If you’re an artist who works with paint, getting your colors right is critical, and somewhat of an art form in itself. For those that need a little assistance, the MESOMIX paint mixing machine is here to help using four 3D-printed peristaltic pumps to pull the right amount of cyan, magenta, yellow, and black (or key) to produce your desired color.

An Arduino Uno along with a GRBL shield is implemented to coordinate each pump’s stepper motors, and MESOMIX features a design* reminiscent of a well-built 3D-printer. 

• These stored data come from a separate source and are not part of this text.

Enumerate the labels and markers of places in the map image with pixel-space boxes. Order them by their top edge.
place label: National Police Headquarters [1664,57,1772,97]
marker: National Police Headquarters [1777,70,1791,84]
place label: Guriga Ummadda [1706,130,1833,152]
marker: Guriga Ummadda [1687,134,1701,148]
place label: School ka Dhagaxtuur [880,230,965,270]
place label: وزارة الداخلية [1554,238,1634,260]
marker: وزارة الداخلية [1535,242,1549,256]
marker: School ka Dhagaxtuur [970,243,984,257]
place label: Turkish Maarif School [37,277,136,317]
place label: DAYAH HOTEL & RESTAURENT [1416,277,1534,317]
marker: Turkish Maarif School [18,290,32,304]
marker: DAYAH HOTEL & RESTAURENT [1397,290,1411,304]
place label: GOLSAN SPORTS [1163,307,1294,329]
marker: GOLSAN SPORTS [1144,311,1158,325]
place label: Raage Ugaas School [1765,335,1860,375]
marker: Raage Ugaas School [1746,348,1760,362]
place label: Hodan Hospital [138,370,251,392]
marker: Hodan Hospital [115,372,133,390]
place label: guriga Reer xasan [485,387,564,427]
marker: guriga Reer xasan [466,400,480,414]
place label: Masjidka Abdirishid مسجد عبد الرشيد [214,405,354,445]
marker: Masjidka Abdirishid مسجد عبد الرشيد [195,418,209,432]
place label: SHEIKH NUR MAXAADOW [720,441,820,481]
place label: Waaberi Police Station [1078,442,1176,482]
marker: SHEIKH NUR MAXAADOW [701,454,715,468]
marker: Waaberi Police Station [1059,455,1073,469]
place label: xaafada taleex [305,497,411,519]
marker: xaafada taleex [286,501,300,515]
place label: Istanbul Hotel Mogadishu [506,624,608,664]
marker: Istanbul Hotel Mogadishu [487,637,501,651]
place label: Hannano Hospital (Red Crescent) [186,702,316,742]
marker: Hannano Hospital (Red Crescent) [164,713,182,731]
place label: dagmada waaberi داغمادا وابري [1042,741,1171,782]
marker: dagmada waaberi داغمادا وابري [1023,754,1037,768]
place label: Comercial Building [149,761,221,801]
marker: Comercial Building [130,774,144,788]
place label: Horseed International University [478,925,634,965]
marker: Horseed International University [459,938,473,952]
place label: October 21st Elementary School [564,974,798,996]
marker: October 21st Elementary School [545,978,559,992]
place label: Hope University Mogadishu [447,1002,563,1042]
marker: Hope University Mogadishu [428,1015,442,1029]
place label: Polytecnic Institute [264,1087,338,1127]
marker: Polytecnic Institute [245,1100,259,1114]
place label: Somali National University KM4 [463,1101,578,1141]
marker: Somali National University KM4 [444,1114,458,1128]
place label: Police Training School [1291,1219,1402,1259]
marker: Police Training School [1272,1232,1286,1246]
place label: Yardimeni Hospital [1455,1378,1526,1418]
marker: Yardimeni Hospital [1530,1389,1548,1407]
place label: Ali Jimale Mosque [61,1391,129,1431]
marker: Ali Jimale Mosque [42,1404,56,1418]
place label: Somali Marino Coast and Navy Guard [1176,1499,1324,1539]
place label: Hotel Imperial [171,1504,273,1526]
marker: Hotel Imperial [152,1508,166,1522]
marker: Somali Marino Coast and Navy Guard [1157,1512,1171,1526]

Are you a designer, an artist or a creative person who loves to throw colors on your canvas, but it’s often a struggle when it comes to making the desired shade.

So, this art-tech instruction will vanish that struggle into thin air. As this device, uses off the shelf components to makes the desired shade by mixing the right amount of CMYK (Cyan-Magenta-Yellow-Black) pigments automatically, which will drastically reduce the time spent on mixing the colors or money spent on purchasing different pigments. And will provide you that extra time for your creative.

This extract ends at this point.